Pull each line with the string "tools" from the entries.

Collected data

----

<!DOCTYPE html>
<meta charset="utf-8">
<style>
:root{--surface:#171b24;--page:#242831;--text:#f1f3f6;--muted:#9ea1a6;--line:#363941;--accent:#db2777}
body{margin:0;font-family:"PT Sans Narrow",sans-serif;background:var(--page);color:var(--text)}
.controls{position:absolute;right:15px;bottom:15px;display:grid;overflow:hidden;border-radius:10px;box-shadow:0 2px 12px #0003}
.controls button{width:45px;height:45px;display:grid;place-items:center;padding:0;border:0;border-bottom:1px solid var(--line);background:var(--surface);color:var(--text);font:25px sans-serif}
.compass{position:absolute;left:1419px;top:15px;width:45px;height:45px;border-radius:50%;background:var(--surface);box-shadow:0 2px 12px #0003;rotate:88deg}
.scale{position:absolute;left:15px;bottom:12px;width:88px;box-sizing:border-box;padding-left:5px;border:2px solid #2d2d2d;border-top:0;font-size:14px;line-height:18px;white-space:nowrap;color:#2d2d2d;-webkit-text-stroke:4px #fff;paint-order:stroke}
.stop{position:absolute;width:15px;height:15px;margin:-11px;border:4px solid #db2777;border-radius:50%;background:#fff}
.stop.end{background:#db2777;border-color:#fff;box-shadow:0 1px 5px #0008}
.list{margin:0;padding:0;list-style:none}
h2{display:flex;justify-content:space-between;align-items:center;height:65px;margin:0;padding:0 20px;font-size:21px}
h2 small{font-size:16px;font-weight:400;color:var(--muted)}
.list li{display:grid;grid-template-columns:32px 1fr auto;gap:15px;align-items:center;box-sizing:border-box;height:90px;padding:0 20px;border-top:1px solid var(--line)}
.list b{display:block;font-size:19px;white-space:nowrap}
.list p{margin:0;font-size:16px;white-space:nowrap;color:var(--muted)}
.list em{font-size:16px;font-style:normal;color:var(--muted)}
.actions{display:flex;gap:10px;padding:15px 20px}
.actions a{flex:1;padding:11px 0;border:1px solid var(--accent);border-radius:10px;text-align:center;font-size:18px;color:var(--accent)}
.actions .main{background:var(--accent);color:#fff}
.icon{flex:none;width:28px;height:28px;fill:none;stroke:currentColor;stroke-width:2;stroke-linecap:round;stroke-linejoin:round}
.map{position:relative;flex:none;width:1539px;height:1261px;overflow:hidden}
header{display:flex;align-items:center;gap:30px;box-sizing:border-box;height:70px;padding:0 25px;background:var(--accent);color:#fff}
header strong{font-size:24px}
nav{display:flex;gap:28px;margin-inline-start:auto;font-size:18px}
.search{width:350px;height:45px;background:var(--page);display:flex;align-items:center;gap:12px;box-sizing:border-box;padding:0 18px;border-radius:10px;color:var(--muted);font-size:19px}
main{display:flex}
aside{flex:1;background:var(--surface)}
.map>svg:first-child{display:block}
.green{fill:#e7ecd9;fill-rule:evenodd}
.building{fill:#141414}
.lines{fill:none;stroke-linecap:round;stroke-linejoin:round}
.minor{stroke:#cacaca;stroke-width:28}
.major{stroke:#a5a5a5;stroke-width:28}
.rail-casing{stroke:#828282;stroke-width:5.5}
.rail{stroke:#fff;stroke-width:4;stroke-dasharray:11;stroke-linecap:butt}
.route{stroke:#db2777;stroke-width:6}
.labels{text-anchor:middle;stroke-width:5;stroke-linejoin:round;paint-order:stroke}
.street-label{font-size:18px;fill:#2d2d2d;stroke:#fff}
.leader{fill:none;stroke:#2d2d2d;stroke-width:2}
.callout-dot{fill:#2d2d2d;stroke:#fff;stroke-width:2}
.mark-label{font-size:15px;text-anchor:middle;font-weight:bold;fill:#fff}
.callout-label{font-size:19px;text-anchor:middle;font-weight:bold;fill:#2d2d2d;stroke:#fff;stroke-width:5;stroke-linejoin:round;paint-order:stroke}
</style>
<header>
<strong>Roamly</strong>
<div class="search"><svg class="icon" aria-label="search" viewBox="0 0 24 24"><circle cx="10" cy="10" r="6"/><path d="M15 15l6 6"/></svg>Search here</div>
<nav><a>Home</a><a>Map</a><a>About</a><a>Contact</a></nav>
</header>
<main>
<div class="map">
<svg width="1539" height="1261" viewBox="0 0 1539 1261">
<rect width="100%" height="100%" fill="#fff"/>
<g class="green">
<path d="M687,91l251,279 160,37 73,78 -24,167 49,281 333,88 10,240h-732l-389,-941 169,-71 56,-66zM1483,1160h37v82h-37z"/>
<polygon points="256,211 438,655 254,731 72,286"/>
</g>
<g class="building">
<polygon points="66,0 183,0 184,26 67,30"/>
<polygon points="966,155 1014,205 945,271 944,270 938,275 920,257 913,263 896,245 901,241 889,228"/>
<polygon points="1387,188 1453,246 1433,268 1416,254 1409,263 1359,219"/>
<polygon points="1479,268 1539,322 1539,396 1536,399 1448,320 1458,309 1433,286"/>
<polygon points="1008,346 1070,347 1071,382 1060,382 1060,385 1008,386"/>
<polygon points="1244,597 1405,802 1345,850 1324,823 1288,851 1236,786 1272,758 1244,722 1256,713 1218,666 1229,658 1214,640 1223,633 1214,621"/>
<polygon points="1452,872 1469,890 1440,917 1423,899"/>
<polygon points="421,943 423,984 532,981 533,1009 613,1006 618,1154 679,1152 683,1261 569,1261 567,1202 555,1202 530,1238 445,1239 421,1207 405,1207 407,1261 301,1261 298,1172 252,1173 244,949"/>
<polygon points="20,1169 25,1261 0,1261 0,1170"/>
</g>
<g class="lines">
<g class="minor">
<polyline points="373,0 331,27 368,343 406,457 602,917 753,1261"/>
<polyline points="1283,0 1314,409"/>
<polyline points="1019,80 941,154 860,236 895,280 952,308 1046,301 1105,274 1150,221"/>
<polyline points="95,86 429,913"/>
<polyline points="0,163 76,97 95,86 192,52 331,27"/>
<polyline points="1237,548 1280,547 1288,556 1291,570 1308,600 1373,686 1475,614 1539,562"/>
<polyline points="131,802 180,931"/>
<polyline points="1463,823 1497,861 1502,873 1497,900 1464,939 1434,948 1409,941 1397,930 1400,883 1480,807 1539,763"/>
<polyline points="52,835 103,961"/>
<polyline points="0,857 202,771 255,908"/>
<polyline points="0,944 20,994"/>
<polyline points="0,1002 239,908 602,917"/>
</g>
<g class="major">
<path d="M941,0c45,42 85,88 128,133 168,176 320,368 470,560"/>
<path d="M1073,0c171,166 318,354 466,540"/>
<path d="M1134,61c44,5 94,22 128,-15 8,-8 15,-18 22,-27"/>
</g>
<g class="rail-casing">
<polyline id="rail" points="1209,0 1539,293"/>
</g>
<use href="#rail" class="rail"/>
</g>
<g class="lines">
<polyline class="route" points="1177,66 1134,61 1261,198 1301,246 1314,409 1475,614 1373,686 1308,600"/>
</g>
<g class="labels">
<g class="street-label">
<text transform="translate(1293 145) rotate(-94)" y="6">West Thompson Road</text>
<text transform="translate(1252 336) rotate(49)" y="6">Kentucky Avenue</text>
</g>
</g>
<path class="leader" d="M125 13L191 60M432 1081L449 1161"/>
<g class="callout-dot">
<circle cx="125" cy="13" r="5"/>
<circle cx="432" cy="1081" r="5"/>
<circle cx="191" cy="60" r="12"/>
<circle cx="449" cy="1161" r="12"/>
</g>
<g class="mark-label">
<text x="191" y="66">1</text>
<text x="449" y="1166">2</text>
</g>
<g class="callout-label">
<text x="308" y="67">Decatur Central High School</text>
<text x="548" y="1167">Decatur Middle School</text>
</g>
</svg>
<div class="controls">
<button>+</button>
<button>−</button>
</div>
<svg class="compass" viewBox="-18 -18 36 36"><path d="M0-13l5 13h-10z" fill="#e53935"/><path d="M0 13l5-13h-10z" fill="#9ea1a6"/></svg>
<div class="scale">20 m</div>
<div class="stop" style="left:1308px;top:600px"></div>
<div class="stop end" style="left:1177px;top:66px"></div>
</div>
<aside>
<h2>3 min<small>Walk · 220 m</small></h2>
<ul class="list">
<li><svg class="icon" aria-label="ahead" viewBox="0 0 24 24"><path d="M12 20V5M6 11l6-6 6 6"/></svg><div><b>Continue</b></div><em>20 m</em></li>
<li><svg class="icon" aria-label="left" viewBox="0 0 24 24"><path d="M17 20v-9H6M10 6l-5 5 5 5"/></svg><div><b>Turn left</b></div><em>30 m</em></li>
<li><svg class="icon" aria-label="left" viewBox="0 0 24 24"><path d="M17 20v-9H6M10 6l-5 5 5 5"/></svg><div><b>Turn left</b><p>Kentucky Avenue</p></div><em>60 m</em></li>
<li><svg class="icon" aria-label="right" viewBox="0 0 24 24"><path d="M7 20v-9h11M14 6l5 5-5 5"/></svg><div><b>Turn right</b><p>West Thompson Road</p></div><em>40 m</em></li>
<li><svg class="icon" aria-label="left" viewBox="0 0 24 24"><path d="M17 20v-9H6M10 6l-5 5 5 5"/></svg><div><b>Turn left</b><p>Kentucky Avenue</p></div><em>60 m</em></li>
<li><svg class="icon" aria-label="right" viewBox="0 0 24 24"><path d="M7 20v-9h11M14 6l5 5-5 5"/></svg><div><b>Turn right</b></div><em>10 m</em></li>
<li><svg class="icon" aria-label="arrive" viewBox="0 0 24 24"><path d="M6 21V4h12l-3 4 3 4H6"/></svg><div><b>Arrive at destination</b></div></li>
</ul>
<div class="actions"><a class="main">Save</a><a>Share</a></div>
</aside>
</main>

----

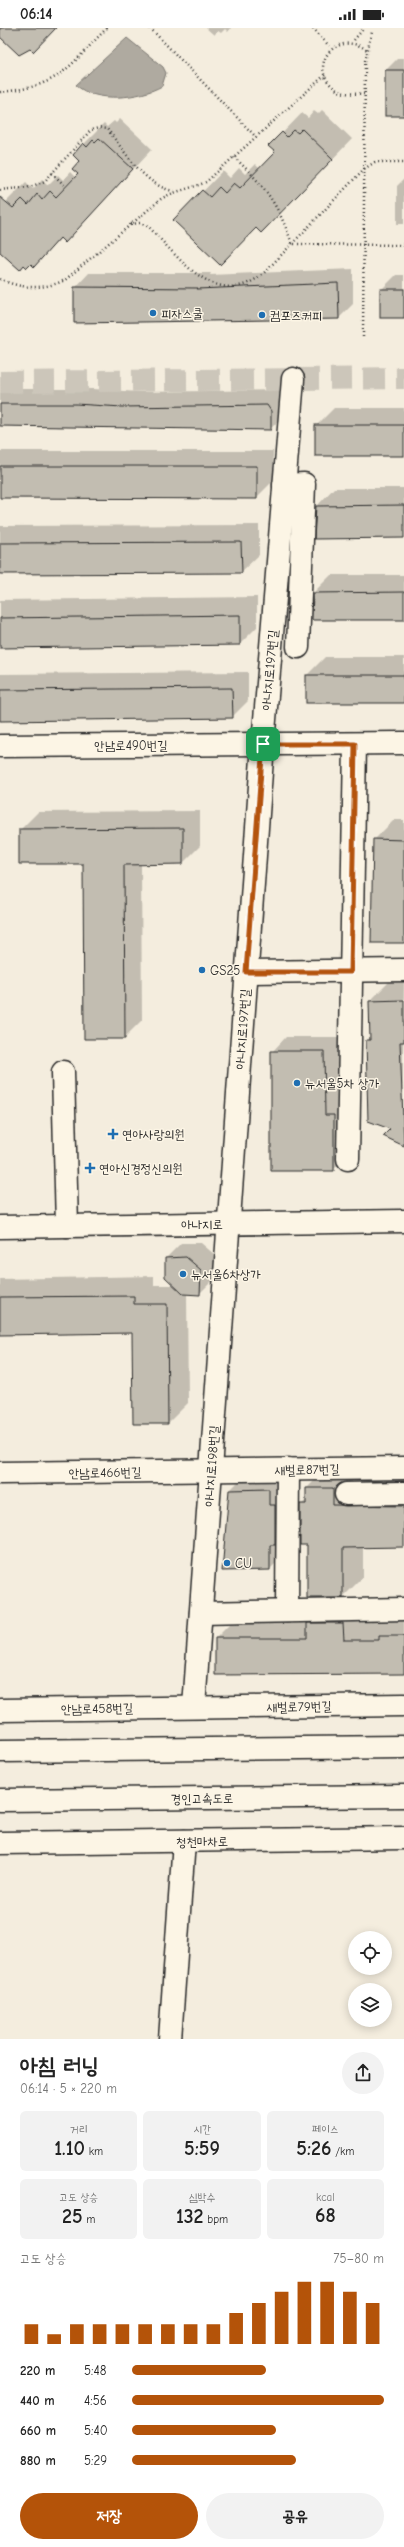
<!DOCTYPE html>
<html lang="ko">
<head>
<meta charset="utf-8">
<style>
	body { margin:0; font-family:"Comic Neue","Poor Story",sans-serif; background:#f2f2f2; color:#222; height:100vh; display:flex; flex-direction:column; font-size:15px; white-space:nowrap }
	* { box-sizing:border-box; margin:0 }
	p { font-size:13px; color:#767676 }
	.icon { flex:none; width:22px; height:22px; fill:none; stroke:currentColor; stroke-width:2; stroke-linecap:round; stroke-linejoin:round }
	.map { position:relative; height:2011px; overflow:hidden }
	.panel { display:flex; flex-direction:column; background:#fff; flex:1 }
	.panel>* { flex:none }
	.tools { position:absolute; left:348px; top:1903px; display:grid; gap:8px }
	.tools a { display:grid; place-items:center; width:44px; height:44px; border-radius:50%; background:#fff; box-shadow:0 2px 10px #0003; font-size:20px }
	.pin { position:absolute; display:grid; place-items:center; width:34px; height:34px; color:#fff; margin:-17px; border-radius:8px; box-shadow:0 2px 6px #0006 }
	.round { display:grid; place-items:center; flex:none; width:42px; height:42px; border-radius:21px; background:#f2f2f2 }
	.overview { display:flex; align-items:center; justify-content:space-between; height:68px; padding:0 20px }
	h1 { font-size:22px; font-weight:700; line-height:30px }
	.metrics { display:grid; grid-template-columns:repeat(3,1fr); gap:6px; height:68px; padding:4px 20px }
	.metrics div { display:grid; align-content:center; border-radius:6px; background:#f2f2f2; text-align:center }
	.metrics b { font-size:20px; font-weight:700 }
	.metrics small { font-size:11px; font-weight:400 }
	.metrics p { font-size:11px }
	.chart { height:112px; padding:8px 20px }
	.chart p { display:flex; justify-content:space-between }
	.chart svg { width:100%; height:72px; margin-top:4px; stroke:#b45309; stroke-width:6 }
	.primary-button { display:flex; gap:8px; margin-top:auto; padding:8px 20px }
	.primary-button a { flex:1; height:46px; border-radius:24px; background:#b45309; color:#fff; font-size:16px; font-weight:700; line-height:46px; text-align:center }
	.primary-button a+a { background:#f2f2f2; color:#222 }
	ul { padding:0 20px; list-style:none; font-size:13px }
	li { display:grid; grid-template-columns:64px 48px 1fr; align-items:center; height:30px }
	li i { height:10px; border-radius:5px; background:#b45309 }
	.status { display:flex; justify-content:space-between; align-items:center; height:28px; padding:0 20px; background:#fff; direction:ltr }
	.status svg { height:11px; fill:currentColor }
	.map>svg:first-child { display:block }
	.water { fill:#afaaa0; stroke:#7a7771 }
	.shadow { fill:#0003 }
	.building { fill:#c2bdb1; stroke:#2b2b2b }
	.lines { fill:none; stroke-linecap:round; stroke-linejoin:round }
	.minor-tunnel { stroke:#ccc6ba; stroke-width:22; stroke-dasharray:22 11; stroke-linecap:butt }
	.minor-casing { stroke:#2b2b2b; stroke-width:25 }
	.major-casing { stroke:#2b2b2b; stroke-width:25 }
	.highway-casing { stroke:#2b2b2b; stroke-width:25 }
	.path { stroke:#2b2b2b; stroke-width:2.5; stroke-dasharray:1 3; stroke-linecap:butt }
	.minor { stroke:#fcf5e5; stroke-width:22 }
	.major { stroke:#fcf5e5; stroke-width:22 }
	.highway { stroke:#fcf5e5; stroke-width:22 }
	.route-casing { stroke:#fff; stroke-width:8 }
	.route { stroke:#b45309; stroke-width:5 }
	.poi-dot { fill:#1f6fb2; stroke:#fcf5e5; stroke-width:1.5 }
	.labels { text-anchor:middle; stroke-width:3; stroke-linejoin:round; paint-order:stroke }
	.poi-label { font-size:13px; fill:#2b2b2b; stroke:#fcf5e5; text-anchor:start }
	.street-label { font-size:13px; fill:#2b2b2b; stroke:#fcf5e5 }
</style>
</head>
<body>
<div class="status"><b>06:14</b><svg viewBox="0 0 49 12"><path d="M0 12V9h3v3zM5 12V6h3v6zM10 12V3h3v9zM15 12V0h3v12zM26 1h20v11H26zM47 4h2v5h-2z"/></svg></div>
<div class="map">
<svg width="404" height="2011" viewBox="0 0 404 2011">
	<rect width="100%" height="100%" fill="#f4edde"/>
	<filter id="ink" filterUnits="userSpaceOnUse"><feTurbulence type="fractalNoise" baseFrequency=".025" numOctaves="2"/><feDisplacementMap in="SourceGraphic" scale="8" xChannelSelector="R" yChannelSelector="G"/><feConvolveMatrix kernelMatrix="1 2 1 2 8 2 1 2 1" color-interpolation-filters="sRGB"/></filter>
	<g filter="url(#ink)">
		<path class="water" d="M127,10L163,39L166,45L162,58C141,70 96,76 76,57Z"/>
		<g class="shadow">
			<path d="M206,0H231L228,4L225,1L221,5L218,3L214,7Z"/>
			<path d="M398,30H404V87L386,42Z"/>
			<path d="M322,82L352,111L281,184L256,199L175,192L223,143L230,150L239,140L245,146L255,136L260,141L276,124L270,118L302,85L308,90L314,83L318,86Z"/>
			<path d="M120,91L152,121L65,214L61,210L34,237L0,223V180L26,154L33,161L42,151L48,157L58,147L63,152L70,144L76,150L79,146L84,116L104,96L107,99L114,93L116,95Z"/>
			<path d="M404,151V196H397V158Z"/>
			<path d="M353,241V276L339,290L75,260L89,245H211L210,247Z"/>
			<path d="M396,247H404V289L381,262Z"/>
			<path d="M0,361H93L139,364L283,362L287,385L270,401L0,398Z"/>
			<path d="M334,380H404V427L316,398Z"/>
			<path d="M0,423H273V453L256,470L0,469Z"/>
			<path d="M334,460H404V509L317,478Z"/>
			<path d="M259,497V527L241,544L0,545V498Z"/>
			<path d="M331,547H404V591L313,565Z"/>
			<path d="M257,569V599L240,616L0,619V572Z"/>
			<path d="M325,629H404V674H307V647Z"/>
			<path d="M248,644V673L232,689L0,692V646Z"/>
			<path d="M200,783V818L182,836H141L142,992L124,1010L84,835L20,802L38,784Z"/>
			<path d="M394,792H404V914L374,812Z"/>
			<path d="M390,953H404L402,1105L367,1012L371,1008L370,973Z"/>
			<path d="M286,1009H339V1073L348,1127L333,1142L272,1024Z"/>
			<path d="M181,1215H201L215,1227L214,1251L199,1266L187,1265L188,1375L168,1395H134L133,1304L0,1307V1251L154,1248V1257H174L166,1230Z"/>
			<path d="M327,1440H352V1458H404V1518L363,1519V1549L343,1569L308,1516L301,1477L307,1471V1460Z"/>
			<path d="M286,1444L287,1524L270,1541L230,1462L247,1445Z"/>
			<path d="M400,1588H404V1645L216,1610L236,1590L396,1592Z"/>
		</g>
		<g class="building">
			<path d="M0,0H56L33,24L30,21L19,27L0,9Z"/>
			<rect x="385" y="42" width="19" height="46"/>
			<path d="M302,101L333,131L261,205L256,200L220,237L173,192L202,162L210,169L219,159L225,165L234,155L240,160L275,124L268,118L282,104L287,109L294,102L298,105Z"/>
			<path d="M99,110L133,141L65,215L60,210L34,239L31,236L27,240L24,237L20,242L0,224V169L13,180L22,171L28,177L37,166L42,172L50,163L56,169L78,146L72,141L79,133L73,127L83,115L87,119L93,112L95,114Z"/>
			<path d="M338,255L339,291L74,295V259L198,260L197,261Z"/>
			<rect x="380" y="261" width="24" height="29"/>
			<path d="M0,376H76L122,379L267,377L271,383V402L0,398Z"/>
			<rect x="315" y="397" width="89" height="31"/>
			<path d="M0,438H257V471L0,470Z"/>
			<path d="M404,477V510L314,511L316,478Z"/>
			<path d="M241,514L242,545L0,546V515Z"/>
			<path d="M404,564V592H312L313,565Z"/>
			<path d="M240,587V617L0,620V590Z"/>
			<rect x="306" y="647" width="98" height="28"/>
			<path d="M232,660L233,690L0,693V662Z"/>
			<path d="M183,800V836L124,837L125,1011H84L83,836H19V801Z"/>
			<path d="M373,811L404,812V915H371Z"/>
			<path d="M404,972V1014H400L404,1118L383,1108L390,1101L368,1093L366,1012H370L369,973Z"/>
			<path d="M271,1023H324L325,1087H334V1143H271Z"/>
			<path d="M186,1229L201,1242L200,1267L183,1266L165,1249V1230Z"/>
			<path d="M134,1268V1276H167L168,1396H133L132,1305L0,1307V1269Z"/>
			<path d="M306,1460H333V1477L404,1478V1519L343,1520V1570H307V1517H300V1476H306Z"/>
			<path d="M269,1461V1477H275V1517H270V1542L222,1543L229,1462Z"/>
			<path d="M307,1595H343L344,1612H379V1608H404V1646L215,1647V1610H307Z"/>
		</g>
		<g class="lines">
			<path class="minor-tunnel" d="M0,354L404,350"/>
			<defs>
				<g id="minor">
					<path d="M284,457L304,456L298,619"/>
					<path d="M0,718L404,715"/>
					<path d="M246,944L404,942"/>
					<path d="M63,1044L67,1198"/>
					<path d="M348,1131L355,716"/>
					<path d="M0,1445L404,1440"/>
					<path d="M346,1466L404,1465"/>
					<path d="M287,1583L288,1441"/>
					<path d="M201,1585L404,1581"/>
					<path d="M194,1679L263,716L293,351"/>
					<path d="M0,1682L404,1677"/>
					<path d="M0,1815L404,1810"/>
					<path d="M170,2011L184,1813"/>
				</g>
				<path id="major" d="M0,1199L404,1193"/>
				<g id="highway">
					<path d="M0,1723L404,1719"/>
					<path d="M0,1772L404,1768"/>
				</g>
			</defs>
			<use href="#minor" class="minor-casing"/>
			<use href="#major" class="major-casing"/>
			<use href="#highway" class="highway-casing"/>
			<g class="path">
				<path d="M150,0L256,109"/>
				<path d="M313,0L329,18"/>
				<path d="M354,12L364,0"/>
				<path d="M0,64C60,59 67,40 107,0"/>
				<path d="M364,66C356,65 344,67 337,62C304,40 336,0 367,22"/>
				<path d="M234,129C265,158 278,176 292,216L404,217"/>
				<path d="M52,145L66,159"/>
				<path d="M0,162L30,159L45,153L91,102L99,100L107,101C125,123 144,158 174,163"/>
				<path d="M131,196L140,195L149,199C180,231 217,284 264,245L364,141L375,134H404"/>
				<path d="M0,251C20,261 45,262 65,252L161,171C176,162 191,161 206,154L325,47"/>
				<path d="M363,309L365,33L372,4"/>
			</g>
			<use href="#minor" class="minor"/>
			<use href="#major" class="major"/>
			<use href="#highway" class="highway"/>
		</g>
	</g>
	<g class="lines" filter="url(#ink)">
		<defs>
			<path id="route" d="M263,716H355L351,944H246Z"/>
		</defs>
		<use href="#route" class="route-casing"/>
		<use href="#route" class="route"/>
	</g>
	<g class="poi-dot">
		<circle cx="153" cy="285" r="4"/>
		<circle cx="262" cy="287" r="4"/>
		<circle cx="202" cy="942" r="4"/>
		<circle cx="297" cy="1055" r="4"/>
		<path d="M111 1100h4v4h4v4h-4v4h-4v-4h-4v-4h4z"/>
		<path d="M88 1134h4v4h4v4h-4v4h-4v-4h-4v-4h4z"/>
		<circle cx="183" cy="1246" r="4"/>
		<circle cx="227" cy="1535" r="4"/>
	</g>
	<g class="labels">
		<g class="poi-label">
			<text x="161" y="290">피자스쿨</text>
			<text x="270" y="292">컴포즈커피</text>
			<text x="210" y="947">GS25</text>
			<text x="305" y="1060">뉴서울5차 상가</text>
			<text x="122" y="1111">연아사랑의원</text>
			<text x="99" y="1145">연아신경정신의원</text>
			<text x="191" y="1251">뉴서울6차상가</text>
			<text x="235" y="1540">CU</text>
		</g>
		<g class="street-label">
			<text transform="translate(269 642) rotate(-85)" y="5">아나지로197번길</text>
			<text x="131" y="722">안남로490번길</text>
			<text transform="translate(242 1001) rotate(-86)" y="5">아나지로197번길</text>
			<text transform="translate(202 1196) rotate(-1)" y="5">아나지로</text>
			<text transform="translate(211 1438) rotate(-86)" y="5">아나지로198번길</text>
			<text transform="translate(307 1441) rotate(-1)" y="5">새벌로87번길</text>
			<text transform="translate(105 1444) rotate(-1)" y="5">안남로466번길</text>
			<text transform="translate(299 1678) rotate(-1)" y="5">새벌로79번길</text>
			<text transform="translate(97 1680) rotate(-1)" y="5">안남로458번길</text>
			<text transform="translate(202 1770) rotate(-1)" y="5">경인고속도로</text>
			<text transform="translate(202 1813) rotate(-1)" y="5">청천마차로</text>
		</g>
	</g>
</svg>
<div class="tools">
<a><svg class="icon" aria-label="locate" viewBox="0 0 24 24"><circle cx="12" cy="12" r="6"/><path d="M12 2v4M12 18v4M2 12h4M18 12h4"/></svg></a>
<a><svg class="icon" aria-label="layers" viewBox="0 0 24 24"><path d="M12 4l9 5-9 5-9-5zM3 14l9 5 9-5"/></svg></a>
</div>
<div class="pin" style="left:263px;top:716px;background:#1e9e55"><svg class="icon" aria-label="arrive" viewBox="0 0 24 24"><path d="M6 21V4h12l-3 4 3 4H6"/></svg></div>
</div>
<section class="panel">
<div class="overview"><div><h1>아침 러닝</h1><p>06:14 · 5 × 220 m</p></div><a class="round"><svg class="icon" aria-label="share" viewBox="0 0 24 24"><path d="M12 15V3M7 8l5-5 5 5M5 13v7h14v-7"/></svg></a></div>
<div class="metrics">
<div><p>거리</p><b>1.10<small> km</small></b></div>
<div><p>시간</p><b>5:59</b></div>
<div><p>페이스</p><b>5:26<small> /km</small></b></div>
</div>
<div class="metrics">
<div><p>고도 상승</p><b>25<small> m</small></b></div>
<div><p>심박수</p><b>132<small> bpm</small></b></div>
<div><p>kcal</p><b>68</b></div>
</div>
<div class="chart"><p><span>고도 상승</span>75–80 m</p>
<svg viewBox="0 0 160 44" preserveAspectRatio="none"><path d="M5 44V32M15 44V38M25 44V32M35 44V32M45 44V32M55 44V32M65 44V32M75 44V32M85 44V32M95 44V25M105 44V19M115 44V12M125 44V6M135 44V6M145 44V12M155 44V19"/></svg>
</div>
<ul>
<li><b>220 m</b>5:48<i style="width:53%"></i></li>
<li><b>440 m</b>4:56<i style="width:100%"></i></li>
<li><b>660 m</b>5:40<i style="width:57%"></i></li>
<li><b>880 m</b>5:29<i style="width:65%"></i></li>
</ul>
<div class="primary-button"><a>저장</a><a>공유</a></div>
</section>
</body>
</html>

----

**The completed task:**
	.tools { position:absolute; left:348px; top:1903px; display:grid; gap:8px }
	.tools a { display:grid; place-items:center; width:44px; height:44px; border-radius:50%; background:#fff; box-shadow:0 2px 10px #0003; font-size:20px }
<div class="tools">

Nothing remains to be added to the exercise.